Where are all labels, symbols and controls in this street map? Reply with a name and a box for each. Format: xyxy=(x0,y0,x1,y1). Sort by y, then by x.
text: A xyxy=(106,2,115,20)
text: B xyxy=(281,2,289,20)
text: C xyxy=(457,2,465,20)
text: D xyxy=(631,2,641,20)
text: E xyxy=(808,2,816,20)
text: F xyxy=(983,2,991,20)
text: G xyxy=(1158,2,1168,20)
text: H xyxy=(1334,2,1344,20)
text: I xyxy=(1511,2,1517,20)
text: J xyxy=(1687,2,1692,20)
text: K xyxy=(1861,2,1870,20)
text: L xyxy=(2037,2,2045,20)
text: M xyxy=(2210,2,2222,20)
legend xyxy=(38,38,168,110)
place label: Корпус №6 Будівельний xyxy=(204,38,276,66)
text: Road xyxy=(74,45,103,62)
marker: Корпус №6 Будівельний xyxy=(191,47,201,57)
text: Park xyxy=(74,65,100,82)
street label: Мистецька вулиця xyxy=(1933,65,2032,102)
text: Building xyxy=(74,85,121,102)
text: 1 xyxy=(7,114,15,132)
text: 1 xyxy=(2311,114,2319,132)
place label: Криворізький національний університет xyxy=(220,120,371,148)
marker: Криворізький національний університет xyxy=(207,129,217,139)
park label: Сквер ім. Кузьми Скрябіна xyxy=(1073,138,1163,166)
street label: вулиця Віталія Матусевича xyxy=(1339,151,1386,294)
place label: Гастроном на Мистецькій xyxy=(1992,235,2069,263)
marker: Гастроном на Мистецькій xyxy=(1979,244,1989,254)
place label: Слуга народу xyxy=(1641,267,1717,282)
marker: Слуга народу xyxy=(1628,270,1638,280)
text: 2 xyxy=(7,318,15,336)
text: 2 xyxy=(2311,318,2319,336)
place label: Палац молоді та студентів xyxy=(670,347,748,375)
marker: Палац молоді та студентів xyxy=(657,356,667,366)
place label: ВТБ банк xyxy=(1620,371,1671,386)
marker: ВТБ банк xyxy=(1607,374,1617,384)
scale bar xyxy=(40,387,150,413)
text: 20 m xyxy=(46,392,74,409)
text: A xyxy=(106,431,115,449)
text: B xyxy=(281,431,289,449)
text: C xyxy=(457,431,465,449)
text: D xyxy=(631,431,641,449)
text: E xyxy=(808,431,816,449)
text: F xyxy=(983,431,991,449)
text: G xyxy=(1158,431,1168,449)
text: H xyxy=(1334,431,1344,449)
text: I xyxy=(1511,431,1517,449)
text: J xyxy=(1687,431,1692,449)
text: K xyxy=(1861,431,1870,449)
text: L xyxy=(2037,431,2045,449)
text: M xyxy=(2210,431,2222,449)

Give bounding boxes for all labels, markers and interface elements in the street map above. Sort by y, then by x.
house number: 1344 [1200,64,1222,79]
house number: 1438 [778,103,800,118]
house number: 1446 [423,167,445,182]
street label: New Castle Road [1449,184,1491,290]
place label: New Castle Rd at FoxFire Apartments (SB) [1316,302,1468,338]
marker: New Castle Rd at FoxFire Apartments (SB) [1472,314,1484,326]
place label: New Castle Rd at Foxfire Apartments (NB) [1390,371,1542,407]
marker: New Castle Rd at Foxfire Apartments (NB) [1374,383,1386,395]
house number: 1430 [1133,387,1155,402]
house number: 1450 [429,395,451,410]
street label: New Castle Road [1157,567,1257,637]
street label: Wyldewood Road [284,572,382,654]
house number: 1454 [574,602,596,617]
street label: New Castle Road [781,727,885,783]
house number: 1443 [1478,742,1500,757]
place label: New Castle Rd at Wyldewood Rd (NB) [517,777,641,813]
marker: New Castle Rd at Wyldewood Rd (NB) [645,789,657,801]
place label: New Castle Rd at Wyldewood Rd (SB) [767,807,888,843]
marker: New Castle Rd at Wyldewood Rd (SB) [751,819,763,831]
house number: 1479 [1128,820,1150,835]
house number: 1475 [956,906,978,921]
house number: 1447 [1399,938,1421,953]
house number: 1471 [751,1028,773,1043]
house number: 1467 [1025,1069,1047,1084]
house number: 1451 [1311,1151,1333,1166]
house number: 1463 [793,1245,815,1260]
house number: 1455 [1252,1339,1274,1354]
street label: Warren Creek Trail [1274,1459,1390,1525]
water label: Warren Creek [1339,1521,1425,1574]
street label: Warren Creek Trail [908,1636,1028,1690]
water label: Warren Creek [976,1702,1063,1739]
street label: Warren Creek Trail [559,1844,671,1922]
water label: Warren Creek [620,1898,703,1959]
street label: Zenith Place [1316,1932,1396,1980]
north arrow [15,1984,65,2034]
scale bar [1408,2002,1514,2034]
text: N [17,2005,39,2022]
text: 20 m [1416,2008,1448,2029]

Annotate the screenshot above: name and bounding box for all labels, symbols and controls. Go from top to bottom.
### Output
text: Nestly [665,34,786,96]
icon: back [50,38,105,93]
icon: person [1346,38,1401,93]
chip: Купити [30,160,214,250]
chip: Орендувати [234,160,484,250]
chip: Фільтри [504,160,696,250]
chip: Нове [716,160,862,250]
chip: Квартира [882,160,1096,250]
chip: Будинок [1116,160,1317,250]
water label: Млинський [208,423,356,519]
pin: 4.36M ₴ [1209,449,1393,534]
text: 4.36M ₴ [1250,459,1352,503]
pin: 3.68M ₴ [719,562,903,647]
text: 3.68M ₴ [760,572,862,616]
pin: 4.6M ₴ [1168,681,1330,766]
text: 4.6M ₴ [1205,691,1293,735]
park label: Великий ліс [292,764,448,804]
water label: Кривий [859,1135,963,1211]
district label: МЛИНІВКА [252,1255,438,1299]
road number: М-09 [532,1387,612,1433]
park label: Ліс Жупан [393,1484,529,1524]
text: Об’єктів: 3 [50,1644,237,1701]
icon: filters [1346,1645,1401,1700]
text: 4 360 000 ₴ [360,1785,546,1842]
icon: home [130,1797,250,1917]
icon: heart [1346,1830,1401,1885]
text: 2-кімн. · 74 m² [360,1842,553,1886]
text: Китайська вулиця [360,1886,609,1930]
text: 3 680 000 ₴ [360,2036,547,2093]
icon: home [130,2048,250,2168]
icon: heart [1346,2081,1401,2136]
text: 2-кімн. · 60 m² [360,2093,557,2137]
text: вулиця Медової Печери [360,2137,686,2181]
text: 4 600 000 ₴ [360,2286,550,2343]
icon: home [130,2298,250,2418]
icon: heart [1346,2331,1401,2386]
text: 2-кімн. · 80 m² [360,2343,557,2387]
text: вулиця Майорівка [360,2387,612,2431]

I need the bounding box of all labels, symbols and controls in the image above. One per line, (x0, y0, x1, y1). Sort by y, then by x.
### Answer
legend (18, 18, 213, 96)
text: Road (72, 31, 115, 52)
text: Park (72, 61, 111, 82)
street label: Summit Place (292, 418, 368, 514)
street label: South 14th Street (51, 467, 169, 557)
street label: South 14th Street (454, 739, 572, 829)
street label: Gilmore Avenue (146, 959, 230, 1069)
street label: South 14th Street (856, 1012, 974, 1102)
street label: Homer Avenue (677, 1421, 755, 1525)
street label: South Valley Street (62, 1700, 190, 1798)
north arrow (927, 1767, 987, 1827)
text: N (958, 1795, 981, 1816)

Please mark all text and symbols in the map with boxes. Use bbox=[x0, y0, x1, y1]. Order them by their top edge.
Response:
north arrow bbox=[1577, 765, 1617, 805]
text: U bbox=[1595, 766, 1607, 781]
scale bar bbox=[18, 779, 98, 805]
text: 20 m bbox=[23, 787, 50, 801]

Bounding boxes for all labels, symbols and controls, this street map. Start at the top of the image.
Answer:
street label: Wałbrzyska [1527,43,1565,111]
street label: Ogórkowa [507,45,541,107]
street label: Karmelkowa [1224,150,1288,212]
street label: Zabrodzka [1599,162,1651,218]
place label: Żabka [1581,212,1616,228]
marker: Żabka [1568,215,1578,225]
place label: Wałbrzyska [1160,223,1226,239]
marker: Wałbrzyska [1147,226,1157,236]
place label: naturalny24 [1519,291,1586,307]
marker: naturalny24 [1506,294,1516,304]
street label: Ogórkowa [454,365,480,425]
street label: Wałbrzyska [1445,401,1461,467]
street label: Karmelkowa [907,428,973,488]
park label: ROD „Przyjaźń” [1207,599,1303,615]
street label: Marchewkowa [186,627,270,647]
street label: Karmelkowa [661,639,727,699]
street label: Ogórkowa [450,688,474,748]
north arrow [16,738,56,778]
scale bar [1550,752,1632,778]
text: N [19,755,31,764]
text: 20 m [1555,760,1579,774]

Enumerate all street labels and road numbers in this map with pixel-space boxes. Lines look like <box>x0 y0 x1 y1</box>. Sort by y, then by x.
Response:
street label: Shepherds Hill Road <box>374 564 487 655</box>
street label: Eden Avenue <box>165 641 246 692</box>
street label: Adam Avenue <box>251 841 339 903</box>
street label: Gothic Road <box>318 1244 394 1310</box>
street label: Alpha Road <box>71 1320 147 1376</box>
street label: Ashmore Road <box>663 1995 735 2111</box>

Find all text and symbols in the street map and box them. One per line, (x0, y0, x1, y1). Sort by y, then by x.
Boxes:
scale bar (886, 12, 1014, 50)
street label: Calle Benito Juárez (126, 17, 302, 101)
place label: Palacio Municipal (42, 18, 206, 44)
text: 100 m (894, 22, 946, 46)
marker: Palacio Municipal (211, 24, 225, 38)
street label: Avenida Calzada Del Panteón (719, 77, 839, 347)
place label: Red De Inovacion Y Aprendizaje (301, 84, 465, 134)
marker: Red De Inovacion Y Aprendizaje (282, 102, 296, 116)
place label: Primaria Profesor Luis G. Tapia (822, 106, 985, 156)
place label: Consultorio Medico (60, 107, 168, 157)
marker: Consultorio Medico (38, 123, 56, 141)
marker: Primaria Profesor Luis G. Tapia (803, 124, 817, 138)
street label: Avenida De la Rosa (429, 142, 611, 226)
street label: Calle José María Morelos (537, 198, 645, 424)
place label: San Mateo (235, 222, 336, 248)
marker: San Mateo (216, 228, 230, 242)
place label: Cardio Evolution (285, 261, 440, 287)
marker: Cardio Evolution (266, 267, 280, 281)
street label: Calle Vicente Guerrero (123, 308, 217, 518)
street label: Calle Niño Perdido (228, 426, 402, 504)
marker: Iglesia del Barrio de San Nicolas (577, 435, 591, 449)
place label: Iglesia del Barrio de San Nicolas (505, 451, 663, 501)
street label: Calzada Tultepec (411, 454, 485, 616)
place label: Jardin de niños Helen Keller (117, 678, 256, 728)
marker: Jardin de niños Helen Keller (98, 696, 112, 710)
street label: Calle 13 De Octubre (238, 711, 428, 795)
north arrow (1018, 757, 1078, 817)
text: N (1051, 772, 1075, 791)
────────────────────
# [GOAL OF THE EXERCISE]
Count how many lines of the listing above include "банк" and report that number alone.

# [ANSWER TO THIS EXERCISE]
2